Data to examine:
○ ○ ○
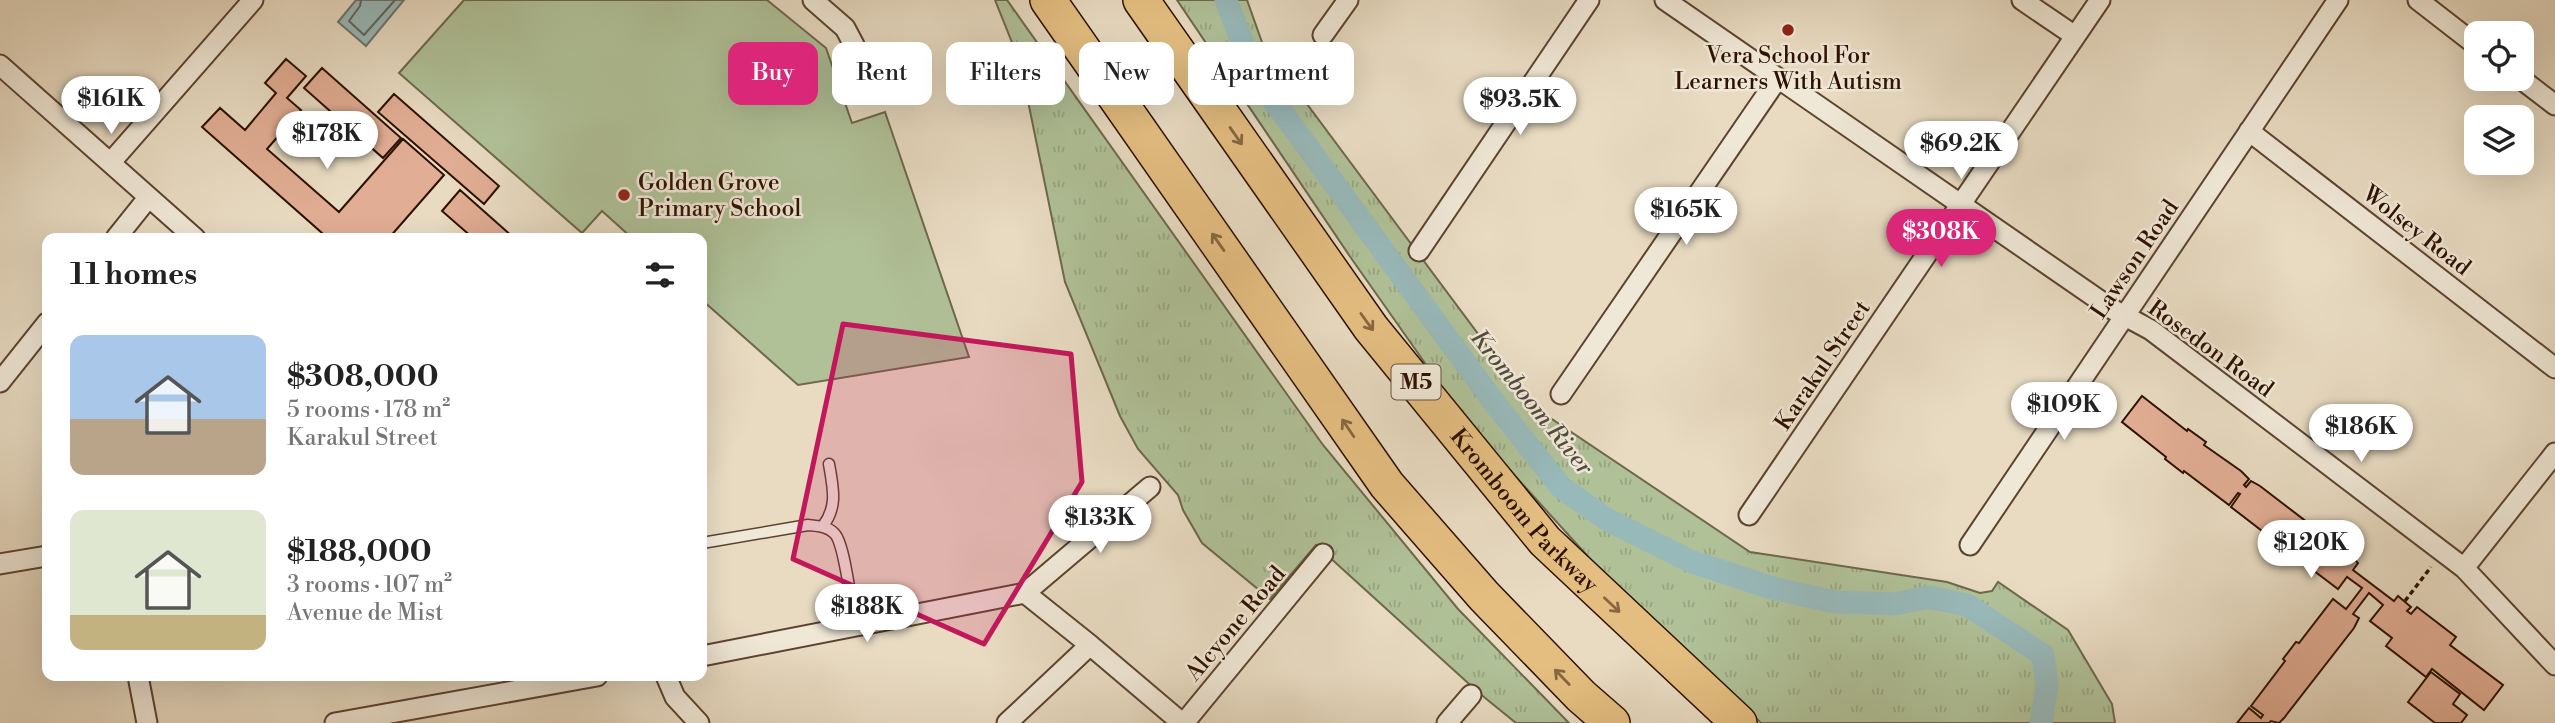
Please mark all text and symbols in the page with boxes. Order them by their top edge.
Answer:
○ ○ ○
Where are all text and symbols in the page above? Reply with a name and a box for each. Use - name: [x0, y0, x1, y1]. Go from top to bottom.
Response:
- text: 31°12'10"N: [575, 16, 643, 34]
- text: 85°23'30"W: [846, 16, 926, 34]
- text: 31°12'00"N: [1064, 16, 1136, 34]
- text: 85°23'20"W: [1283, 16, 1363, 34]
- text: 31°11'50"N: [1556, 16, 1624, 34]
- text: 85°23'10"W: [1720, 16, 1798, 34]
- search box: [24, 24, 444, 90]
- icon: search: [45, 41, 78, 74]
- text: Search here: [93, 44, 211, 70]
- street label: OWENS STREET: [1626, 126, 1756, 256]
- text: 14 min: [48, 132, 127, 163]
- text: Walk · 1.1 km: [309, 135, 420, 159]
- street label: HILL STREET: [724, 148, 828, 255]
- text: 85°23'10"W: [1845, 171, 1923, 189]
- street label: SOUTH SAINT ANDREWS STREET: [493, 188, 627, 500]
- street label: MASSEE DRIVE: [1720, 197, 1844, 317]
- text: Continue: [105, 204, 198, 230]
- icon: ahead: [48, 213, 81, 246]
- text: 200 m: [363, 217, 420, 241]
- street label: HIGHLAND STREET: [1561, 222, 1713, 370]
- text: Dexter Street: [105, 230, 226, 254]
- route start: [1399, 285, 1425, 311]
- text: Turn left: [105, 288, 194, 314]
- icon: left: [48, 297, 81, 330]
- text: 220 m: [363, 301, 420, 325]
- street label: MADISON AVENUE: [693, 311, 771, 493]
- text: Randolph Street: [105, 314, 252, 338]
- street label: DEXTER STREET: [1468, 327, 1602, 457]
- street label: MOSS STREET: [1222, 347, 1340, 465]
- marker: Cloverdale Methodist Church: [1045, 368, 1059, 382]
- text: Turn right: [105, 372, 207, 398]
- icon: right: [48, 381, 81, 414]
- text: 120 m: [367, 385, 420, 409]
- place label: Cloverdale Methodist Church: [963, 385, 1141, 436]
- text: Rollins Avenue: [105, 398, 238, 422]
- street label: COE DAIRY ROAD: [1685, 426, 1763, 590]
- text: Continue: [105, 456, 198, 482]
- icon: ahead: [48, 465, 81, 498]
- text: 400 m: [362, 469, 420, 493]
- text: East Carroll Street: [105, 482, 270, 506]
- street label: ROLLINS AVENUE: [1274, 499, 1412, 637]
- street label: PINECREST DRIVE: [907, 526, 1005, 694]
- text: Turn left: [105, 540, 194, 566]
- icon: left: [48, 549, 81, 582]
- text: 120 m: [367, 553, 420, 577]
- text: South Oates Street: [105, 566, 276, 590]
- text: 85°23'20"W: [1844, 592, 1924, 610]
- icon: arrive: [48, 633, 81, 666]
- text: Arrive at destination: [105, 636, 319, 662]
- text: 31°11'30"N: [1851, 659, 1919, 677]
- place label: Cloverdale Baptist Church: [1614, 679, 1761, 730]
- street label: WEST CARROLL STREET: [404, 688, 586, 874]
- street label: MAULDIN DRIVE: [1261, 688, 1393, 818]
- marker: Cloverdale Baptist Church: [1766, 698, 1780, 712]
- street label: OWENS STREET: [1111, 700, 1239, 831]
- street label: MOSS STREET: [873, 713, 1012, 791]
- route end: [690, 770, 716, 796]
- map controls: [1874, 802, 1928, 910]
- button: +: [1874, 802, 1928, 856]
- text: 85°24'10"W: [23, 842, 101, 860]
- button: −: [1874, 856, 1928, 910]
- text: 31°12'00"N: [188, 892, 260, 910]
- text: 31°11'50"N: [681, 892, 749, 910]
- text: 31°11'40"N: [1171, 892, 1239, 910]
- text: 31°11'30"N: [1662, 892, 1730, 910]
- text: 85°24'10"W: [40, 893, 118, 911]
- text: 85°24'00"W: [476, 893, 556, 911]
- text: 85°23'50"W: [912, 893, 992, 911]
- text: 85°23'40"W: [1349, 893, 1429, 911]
○ ○ ○
Your goal: Scan the listing above. Gather each line that contains the word "with".

Exercise answer:
Please mark all text and symbols in the page with boxes. Order them by their top edge.
Where are all text and symbols in the page above? Reply with a name and a box for each. Use - name: [x0, y0, x1, y1]. Go from top to bottom.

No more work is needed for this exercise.